- Problem to work on:
Keep only the lines that hold the string "their", filtering out the rest of the entries below.

- Extracted data:
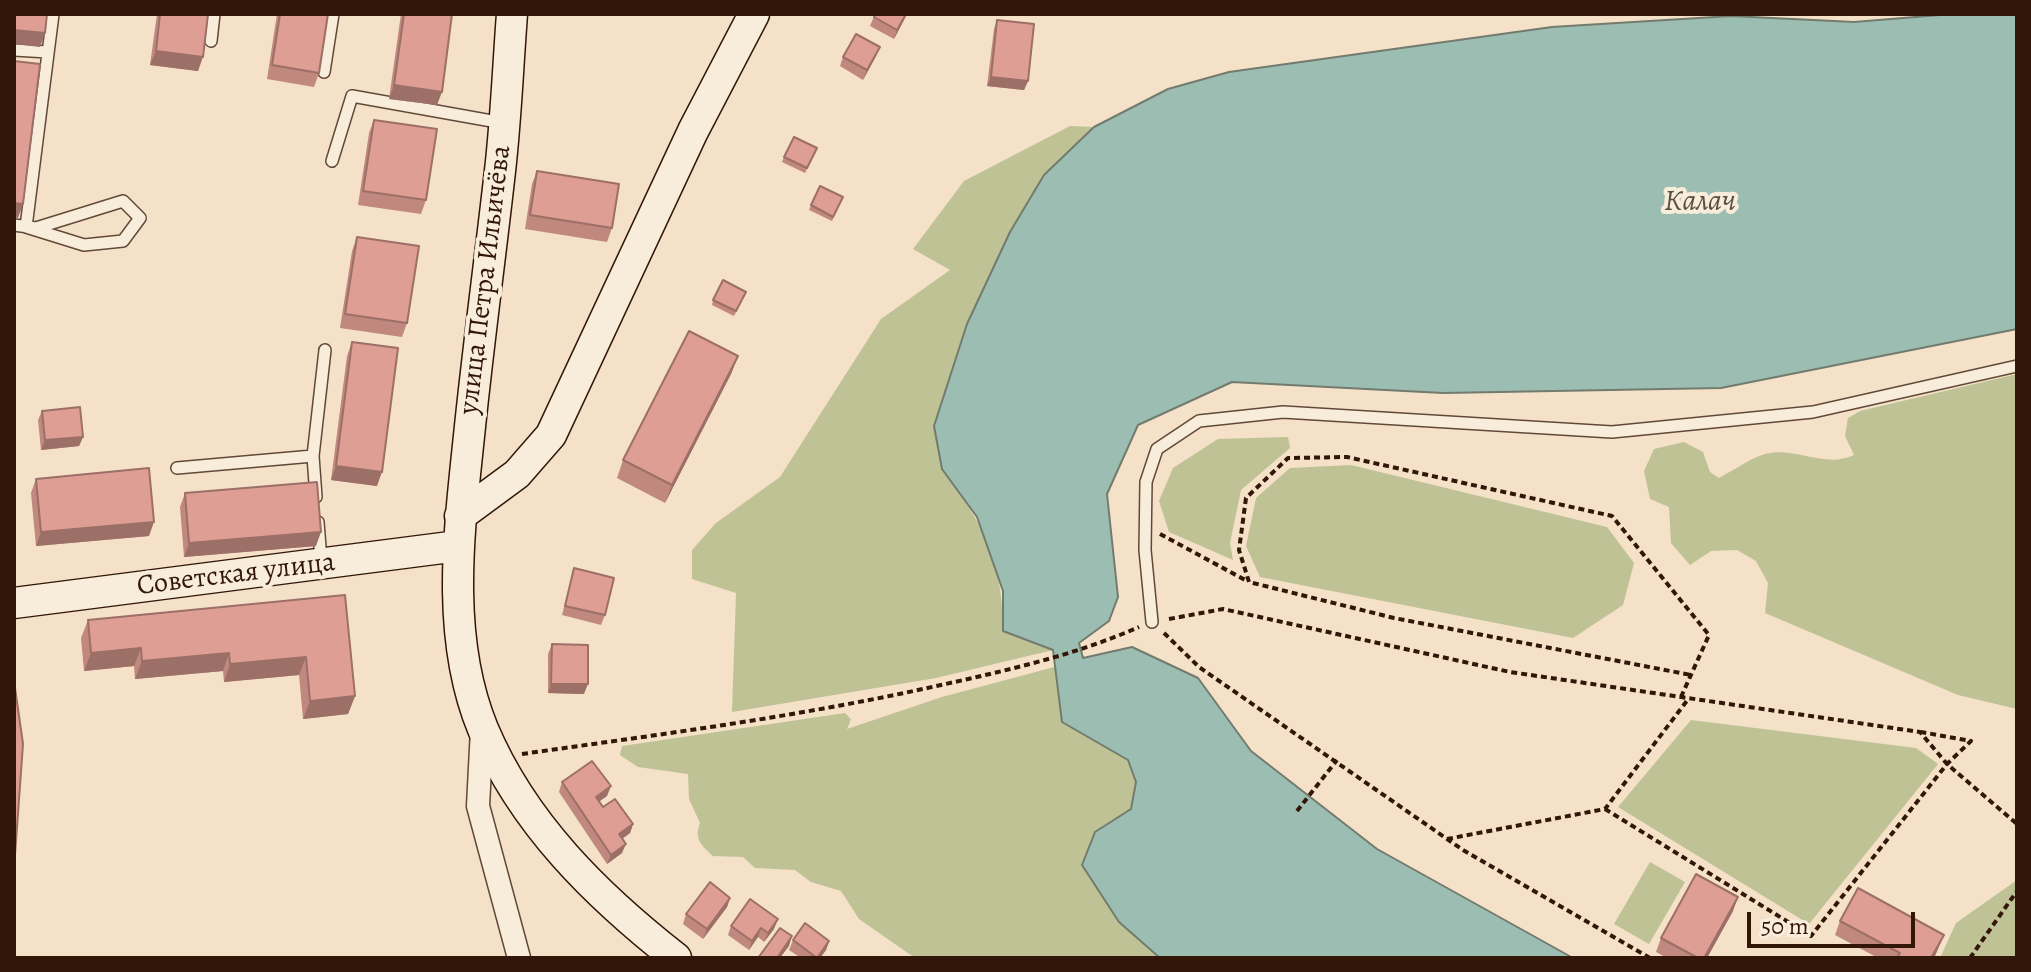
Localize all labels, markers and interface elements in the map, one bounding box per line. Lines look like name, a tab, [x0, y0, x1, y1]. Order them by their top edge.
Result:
street label: улица Петра Ильичёва	[453, 144, 519, 416]
water label: Калач	[1664, 185, 1736, 221]
street label: Советская улица	[135, 546, 337, 604]
scale bar	[1751, 896, 1919, 946]
text: 50 m	[1761, 910, 1809, 942]

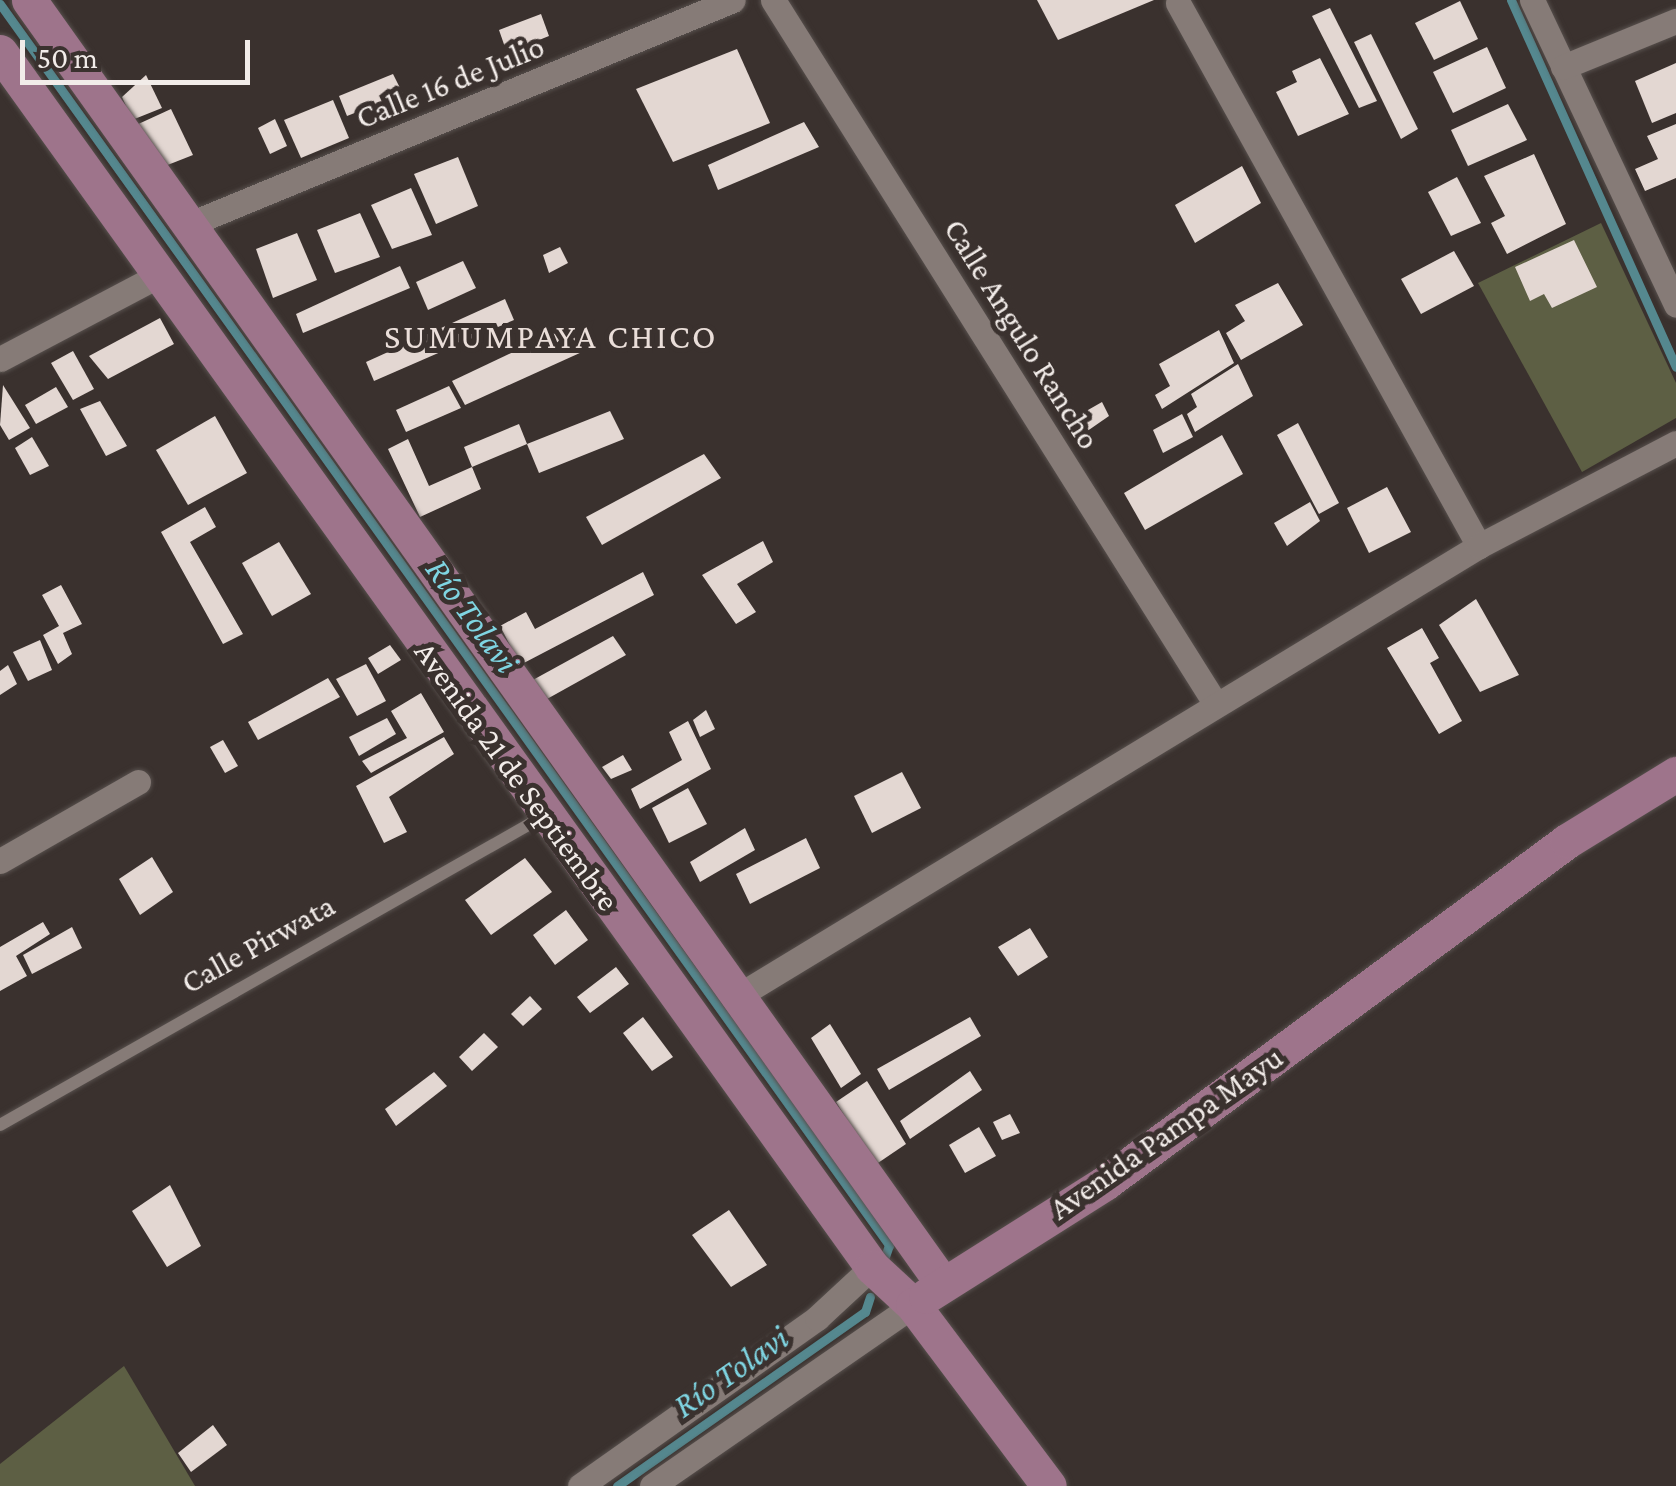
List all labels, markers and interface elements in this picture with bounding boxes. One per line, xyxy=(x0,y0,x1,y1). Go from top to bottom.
scale bar xyxy=(25,20,255,82)
street label: Calle 16 de Julio xyxy=(350,27,550,137)
text: 50 m xyxy=(37,41,98,74)
street label: Calle Angulo Rancho xyxy=(936,212,1108,456)
district label: SUMUMPAYA CHICO xyxy=(384,316,718,358)
water label: Río Tolavi xyxy=(416,550,528,682)
street label: Avenida 21 de Septiembre xyxy=(406,634,628,918)
street label: Calle Pirwata xyxy=(174,886,342,1002)
street label: Avenida Pampa Mayu xyxy=(1042,1038,1290,1228)
water label: Río Tolavi xyxy=(665,1317,797,1427)

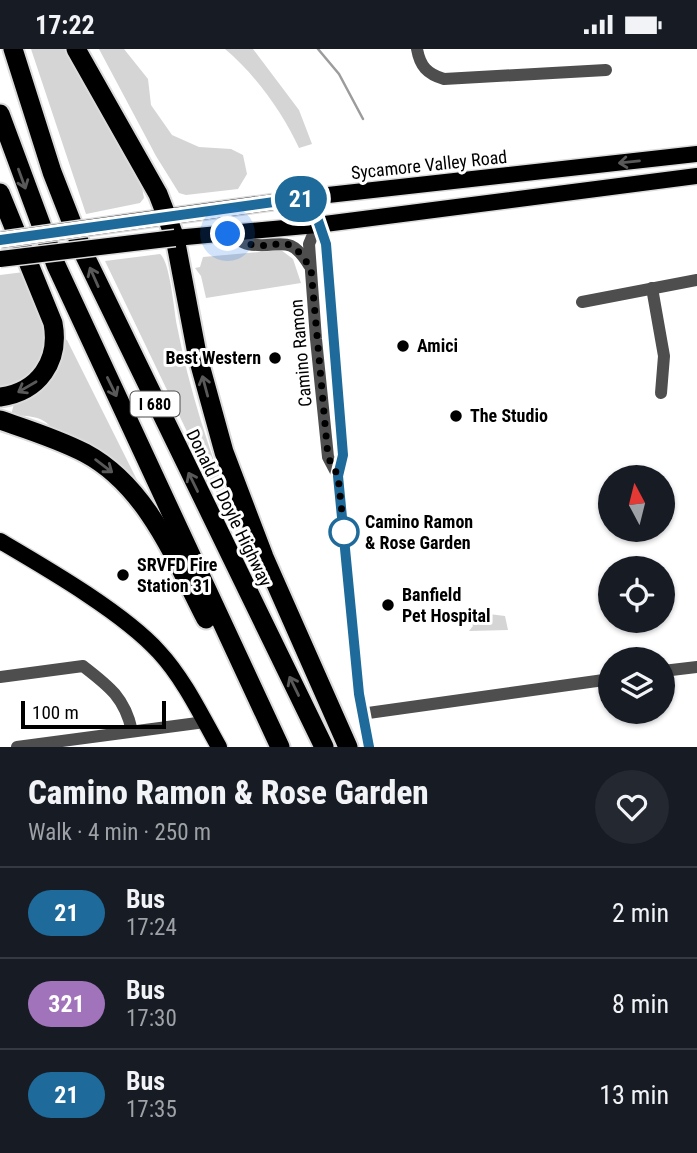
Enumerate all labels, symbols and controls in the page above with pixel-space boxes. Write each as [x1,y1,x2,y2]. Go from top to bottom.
text: 17:22 [35,10,95,40]
street label: Sycamore Valley Road [350,146,508,183]
one-way arrow [618,156,641,169]
one-way arrow [17,167,29,189]
line badge: 21 [270,176,332,222]
text: 21 [289,185,313,213]
your location [210,216,245,251]
one-way arrow [87,267,101,288]
street label: Camino Ramon [285,298,316,408]
place label: Amici [417,335,458,356]
marker: Amici [395,338,411,354]
place label: Best Western [165,347,261,368]
marker: Best Western [267,350,283,366]
one-way arrow [197,375,210,397]
one-way arrow [106,376,120,397]
one-way arrow [18,380,38,394]
road number: I 680 [130,391,180,417]
place label: The Studio [470,405,548,426]
marker: The Studio [448,408,464,424]
street label: Donald D Doyle Highway [182,426,277,590]
one-way arrow [94,459,112,474]
north arrow [598,465,676,543]
map controls [598,465,675,724]
one-way arrow [186,472,200,493]
place label: Camino Ramon & Rose Garden [365,511,473,553]
marker: Camino Ramon & Rose Garden [329,517,359,547]
place label: SRVFD Fire Station 31 [137,554,218,596]
button: locate [598,556,675,633]
marker: SRVFD Fire Station 31 [115,567,131,583]
place label: Banfield Pet Hospital [402,584,491,626]
marker: Banfield Pet Hospital [380,597,396,613]
button: layers [598,647,675,724]
one-way arrow [286,676,300,697]
scale bar [21,698,166,730]
text: 100 m [32,701,79,724]
button: heart [595,770,669,844]
text: Camino Ramon & Rose Garden [28,773,429,812]
text: Walk · 4 min · 250 m [28,819,211,846]
text: Bus [126,884,165,914]
text: 2 min [612,898,669,928]
text: 21 [54,899,79,927]
text: 17:24 [126,914,177,941]
text: Bus [126,975,165,1005]
text: 8 min [612,989,669,1019]
text: 321 [48,990,85,1018]
text: 17:30 [126,1005,177,1032]
text: Bus [126,1066,165,1096]
text: 13 min [599,1080,669,1110]
text: 21 [54,1081,79,1109]
text: 17:35 [126,1096,177,1123]

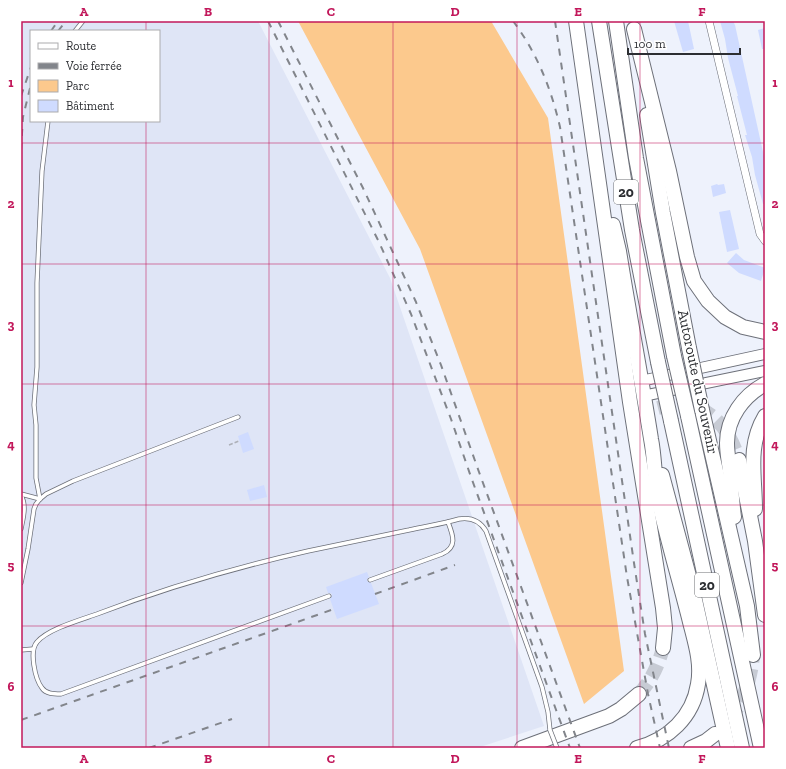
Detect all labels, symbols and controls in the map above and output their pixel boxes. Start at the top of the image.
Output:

- Solution to this problem:
Localize all labels, markers and interface elements in the map, one bounding box per line. Lines look like name, a tab, [x0, y0, x1, y1]. Order them by their top edge.
Detect all labels, symbols and controls in the map above and output their pixel boxes. Start at the top of the image.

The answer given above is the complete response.